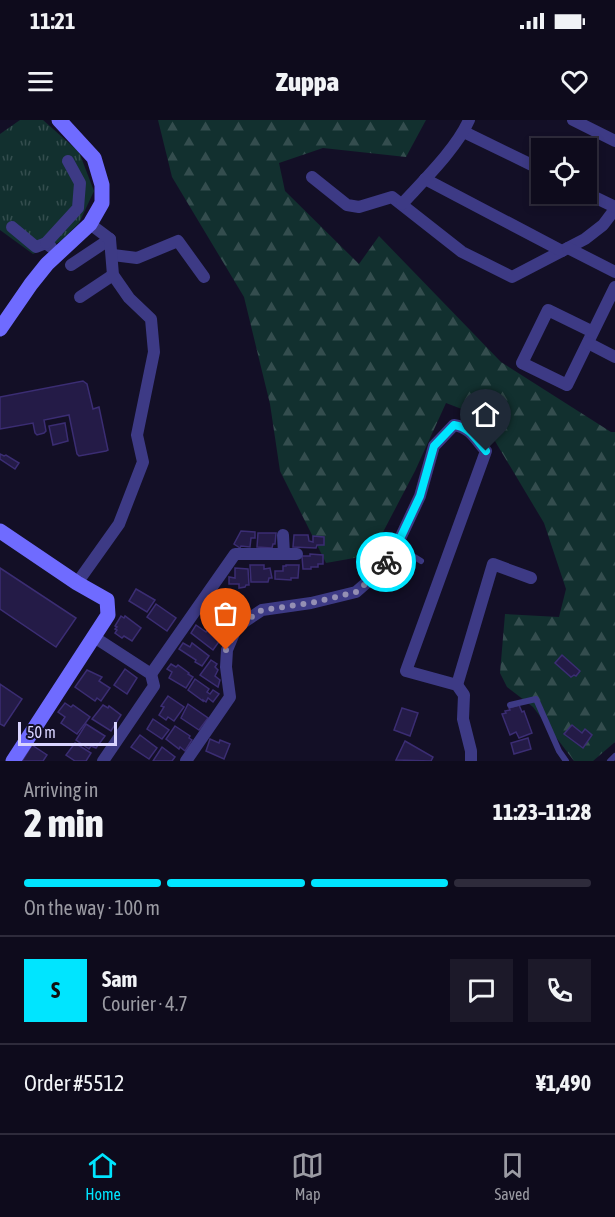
<!DOCTYPE html>
<html lang="en">
<head>
<meta charset="utf-8">
<style>
  :root { --surface:#0e0b1c; --page:#1c1929; --text:#f1f3f6; --muted:#9b9ba3; --line:#2e2b3b; --accent:#00e5ff }
  body { margin:0; font-family:"Asap Condensed",sans-serif; background:var(--page); color:var(--text); height:100vh; display:flex; flex-direction:column; font-size:22px; white-space:nowrap }
  * { box-sizing:border-box; margin:0 }
  p { font-size:20px; color:var(--muted) }
  .icon { flex:none; width:33px; height:33px; fill:none; stroke:currentColor; stroke-width:2; stroke-linecap:round; stroke-linejoin:round }
  .map { position:relative; height:641px; overflow:hidden }
  .panel { display:flex; flex-direction:column; background:var(--surface); flex:1 }
  .panel>* { flex:none }
  .tools { position:absolute; left:531px; top:18px; display:grid; gap:12px }
  .tools a { display:grid; place-items:center; width:66px; height:66px; border-radius:0px; background:var(--surface); box-shadow:0 3px 9px #0003,0 0 0 2px var(--line); font-size:30px }
  .scale { position:absolute; left:18px; bottom:15px; width:99px; box-sizing:border-box; padding-left:6px; border:3px solid #d9d4ff; border-top:0; font-size:16px; line-height:21px; white-space:nowrap; color:#d9d4ff; -webkit-text-stroke:4px #130f26; paint-order:stroke }
  .pin { position:absolute; display:grid; place-items:center; width:51px; height:51px; color:#fff; margin:-62px -26px; border-radius:50% 50% 50% 0; rotate:-45deg; box-shadow:0 0 6px #0007 }
  .pin .icon { rotate:45deg }
  .courier { position:absolute; display:grid; place-items:center; width:60px; height:60px; margin:-30px; border:4px solid #00e5ff; border-radius:50%; background:#fff; color:#222; box-shadow:0 2px 8px #0007 }
  .headline em { font-style:normal; font-weight:800 }
  .headline div { display:flex; flex-direction:column-reverse }
  .headline { display:flex; align-items:center; justify-content:space-between; height:102px; padding:0 24px }
  h1 { font-size:39px; font-weight:800; line-height:45px }
  .bar { display:grid; grid-template-columns:repeat(4,1fr); gap:9px 6px; align-content:center; height:72px; padding:0 24px }
  .bar i { height:8px; border-radius:4px; background:var(--line) }
  .bar .active { background:var(--accent) }
  .bar p { grid-column:span 4 }
  .line { display:flex; align-items:center; gap:15px; padding:0 24px; border-top:2px solid var(--line) }
  .line div { flex:1 }
  .round { display:grid; place-items:center; flex:none; width:63px; height:63px; border-radius:0px; background:var(--page) }
  .status { display:flex; justify-content:space-between; align-items:center; height:42px; padding:0 30px; background:var(--surface); direction:ltr }
  .status svg { height:16px; fill:currentColor }
  header { display:flex; justify-content:space-between; align-items:center; height:78px; padding:0 24px; background:var(--surface); font-size:27px; font-weight:800 }
  .menu { display:flex; justify-content:space-around; align-items:center; height:84px; border-top:2px solid var(--line); background:var(--surface); font-size:16px; color:var(--muted) }
  .menu a { display:grid; justify-items:center; gap:3px }
  .menu .active { color:var(--accent) }
  .map>svg:first-child { display:block }
  .forest { fill:url(#forest-firs) }
  .park { fill:url(#park-tufts) }
  .building { fill:#241b47; stroke:#3b2d73; stroke-width:1.5 }
  .lines { fill:none; stroke-linecap:round; stroke-linejoin:round }
  .lane { stroke:#3d3a85; stroke-width:6 }
  .street { stroke:#3d3a85; stroke-width:12 }
  .secondary { stroke:#6f6bff; stroke-width:15 }
  .done { stroke:#948fb3; stroke-width:6; stroke-dasharray:0 10.8 }
  .route { stroke:#00e5ff; stroke-width:8 }
</style>
</head>
<body>
<div class="status"><b>11:21</b><svg viewBox="0 0 49 12"><path d="M0 12V9h3v3zM5 12V6h3v6zM10 12V3h3v9zM15 12V0h3v12zM26 1h20v11H26zM47 4h2v5h-2z"/></svg></div>
<header><svg class="icon" aria-label="menu" viewBox="0 0 24 24"><path d="M4 6h16M4 12h16M4 18h16"/></svg>Zuppa<svg class="icon" aria-label="heart" viewBox="0 0 24 24"><path d="M12 20l-8-8c-3-5 5-10 8-4 3-6 11-1 8 4z"/></svg></header>
<div class="map">
<svg width="615" height="641" viewBox="0 0 615 641">
  <defs>
    <pattern id="forest-firs" width="22" height="20" patternUnits="userSpaceOnUse" patternTransform="scale(1.5)"><rect width="22" height="20" fill="#12302f"/><path d="M5 1l3.5 6h-7zM16 11l3.5 6h-7z" fill="#344d4e"/></pattern>
    <pattern id="park-tufts" width="24" height="20" patternUnits="userSpaceOnUse" patternTransform="scale(1.5)"><rect width="24" height="20" fill="#12302f"/><path d="M3 7l-1-3M5 7V3M7 7l1-3M15 17l-1-3M17 17v-4M19 17l1-3" fill="none" stroke="#344d4e"/></pattern>
  </defs>
  <rect width="100%" height="100%" fill="#130f26"/>
  <!-- forest -->
  <path class="forest" d="M158,0H426L406,37L323,28L279,43L285,71L359,144L379,116L501,242L611,312H615V622L593,641H574L533,587L507,567L500,553L505,494L559,497L566,469L544,403L480,296L446,283L415,351L371,435L326,443L280,351L270,284L244,177L172,57Z"/>
  <!-- park -->
  <path class="park" d="M20,0H43L79,32L94,71L79,103L61,121L33,134L0,110V14Z"/>
  <!-- building -->
  <g class="building">
    <path d="M83,261L87,264L93,289L99,287L108,330L106,331L79,336L77,334L69,295L44,300L46,311L44,313L37,315L35,313L33,303L0,309V277Z"/>
    <path d="M65,303L68,321L53,325L49,306Z"/>
    <path d="M0,334L4,336L6,335L19,343L15,349L0,339Z"/>
    <path d="M241,411L255,412V418H251L250,427L241,426L240,428L234,424Z"/>
    <path d="M258,413H276L275,424H273L272,428L257,427Z"/>
    <path d="M294,415H308L309,421L313,422V416L324,417V425H317L316,428L293,427Z"/>
    <path d="M310,434L323,435V444H318V447H311V449H303L302,436H310Z"/>
    <path d="M250,445H264V449L270,448L272,458H269L268,462H251Z"/>
    <path d="M286,445H299L298,458H291V460L275,459V451H283V446H286Z"/>
    <path d="M0,448L76,498L56,527L0,489Z"/>
    <path d="M235,448L248,449L249,465H246L245,467L239,468V464H229V457L235,458Z"/>
    <path d="M136,469L155,480L147,492L129,481Z"/>
    <path d="M228,470L240,477L239,479L244,483L237,494L224,484L225,482L221,480L222,478L219,476L222,472L225,474Z"/>
    <path d="M156,484L176,498L167,511L147,497Z"/>
    <path d="M211,484L228,495L227,497L231,500L223,512L215,506L217,504L204,495Z"/>
    <path d="M121,496L124,498L125,496L141,508L132,521L124,516L122,518L115,513L117,510L115,509L117,507L115,506Z"/>
    <path d="M196,505L206,512L208,509L221,519L213,530L191,513Z"/>
    <path d="M183,523L190,527L192,523L209,536L202,546L195,542L196,540L179,529Z"/>
    <path d="M562,535L580,551L576,556L574,555L571,557L555,543Z"/>
    <path d="M211,540L217,544L215,547L218,550L215,556L220,560L218,567L200,555Z"/>
    <path d="M171,544L176,547L178,545L189,553L188,554L193,557L186,568L169,558L172,552L167,549Z"/>
    <path d="M125,549L137,558L127,574L114,565Z"/>
    <path d="M87,550L102,557L99,561L110,568L101,581L97,578L95,581L75,567Z"/>
    <path d="M195,559L209,569L207,572L210,574L213,570L219,574L213,582L208,578L206,582L203,580V581L188,570Z"/>
    <path d="M0,564L22,579L4,606L0,604Z"/>
    <path d="M168,576L184,587L174,601L168,597L166,600L159,595L164,587L161,586Z"/>
    <path d="M65,583L71,587L73,585L90,597L77,614L61,603L65,597L58,592Z"/>
    <path d="M188,584L208,598L199,610L181,598Z"/>
    <path d="M103,585L108,588L109,586L121,595L111,611L92,599Z"/>
    <path d="M519,585L522,592L524,591L532,613L519,618L516,612L510,615L502,594L506,593L505,591L510,590L509,588Z"/>
    <path d="M402,588L418,593L410,616L394,610Z"/>
    <path d="M153,599L169,610L162,619L147,609Z"/>
    <path d="M86,604L105,616L96,628L91,626L89,629L76,620Z"/>
    <path d="M572,605L582,613L585,609L592,615L583,628L564,614Z"/>
    <path d="M175,606L190,616L189,618L192,620L185,631L180,627L179,629L166,619Z"/>
    <path d="M140,615L157,628L149,639L131,627Z"/>
    <path d="M528,618L531,629L514,634L511,623Z"/>
    <path d="M210,619L219,623L220,620L230,624L224,639L206,631Z"/>
    <path d="M405,621L433,637L431,641L396,640Z"/>
    <path d="M75,623L91,633L86,641H75L66,635Z"/>
    <path d="M32,625L47,635L43,641H22Z"/>
    <path d="M162,627L175,637L172,641H153Z"/>
  </g>
  <g class="lines">
    <!-- lane -->
    <g class="lane">
      <path d="M397,426L421,441"/>
      <path d="M510,585L536,579L559,631L566,641"/>
      <path d="M610,641L615,636"/>
    </g>
    <!-- street -->
    <g class="street">
      <path d="M573,0L615,21"/>
      <path d="M464,12L542,50"/>
      <path d="M312,57L347,85L359,87L392,77L462,132L512,157L585,119L603,105L615,89"/>
      <path d="M425,59L562,131"/>
      <path d="M586,73L615,87"/>
      <path d="M402,84C423,61 457,28 469,0"/>
      <path d="M12,107L36,127L46,123L51,127"/>
      <path d="M46,123L78,88L80,63L68,41"/>
      <path d="M568,128L615,152"/>
      <path d="M113,135L137,138L178,121L204,157"/>
      <path d="M71,145L110,119"/>
      <path d="M80,177L113,155"/>
      <path d="M593,212L548,190L522,243L567,265L615,167"/>
      <path d="M588,223L615,237"/>
      <path d="M283,415L284,434"/>
      <path d="M77,463L119,404L143,342L137,315L154,232L151,199L129,178L113,155L110,119L90,104"/>
      <path d="M94,517L151,554L154,566L103,641"/>
      <path d="M151,554L235,434H297"/>
      <path d="M457,565L493,444L531,458"/>
      <path d="M186,641L230,577L226,547L227,530L235,511L244,502L262,490L311,483L356,472L380,451L397,425L420,376L434,326L454,305C470,307 476,320 486,331L406,551L457,565L464,575L463,599L471,631V641"/>
    </g>
    <!-- secondary -->
    <g class="secondary">
      <path d="M0,209L31,164L47,144L90,104L102,83V65L94,38L59,0"/>
      <path d="M0,411L77,463L107,480L108,495L13,641"/>
    </g>
  </g>
  <g class="lines">
    <!-- done -->
    <path class="done" d="M226,530L235,511L244,502L262,490L311,483L356,472L380,451L386,442"/>
    <!-- route -->
    <path class="route" d="M386,442L397,425L420,376L434,326L454,305C470,307 476,320 486,331"/>
  </g>
</svg>
<div class="tools">
<a><svg class="icon" aria-label="locate" viewBox="0 0 24 24"><circle cx="12" cy="12" r="6"/><path d="M12 2v4M12 18v4M2 12h4M18 12h4"/></svg></a>
</div>
<div class="scale">50 m</div>
<div class="pin" style="left:226px;top:530px;background:#ea580c"><svg class="icon" aria-label="bag" viewBox="0 0 24 24"><path d="M5 8h14l-1 12H6zM9 8a3 3 0 0 1 6 0"/></svg></div>
<div class="pin" style="left:486px;top:331px;background:#1f2937"><svg class="icon" aria-label="home" viewBox="0 0 24 24"><path d="M3 11l9-7 9 7M6 9v11h12V9"/></svg></div>
<div class="courier" style="left:386px;top:442px"><svg class="icon" aria-label="bike" viewBox="0 0 24 24"><circle cx="6" cy="16" r="4"/><circle cx="18" cy="16" r="4"/><path d="M6 16l4-8h5l3 8M10 8l3 8H6M13 5h3"/></svg></div>
</div>
<section class="panel">
<div class="headline"><div><h1>2 min</h1><p>Arriving in</p></div><em>11:23–11:28</em></div>
<div class="bar"><i class="active"></i><i class="active"></i><i class="active"></i><i></i><p>On the way · 100 m</p></div>
<div class="line" style="height:108px"><b class="round" style="background:var(--accent);color:#111">S</b><div><b>Sam</b><p>Courier · 4.7</p></div><a class="round"><svg class="icon" aria-label="chat" viewBox="0 0 24 24"><path d="M4 5h16v11H9l-5 4z"/></svg></a><a class="round"><svg class="icon" aria-label="phone" viewBox="0 0 24 24"><path d="M5 4h4l2 5-3 2q2 4 5 5l2-3 5 2v4C11 20 4 13 5 4z"/></svg></a></div>
<div class="line" style="height:78px"><div>Order #5512</div><b>¥1,490</b></div>
</section>
<nav class="menu">
<a class="active"><svg class="icon" aria-label="home" viewBox="0 0 24 24"><path d="M3 11l9-7 9 7M6 9v11h12V9"/></svg>Home</a>
<a><svg class="icon" aria-label="map" viewBox="0 0 24 24"><path d="M3 6l6-2 6 2 6-2v14l-6 2-6-2-6 2zM9 4v14M15 6v14"/></svg>Map</a>
<a><svg class="icon" aria-label="saved" viewBox="0 0 24 24"><path d="M7 4h10v16l-5-4-5 4z"/></svg>Saved</a>
</nav>
</body>
</html>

=====

All lines of the data above that include the word "active" must be shown.

  .bar .active { background:var(--accent) }
  .menu .active { color:var(--accent) }
<div class="bar"><i class="active"></i><i class="active"></i><i class="active"></i><i></i><p>On the way · 100 m</p></div>
<a class="active"><svg class="icon" aria-label="home" viewBox="0 0 24 24"><path d="M3 11l9-7 9 7M6 9v11h12V9"/></svg>Home</a>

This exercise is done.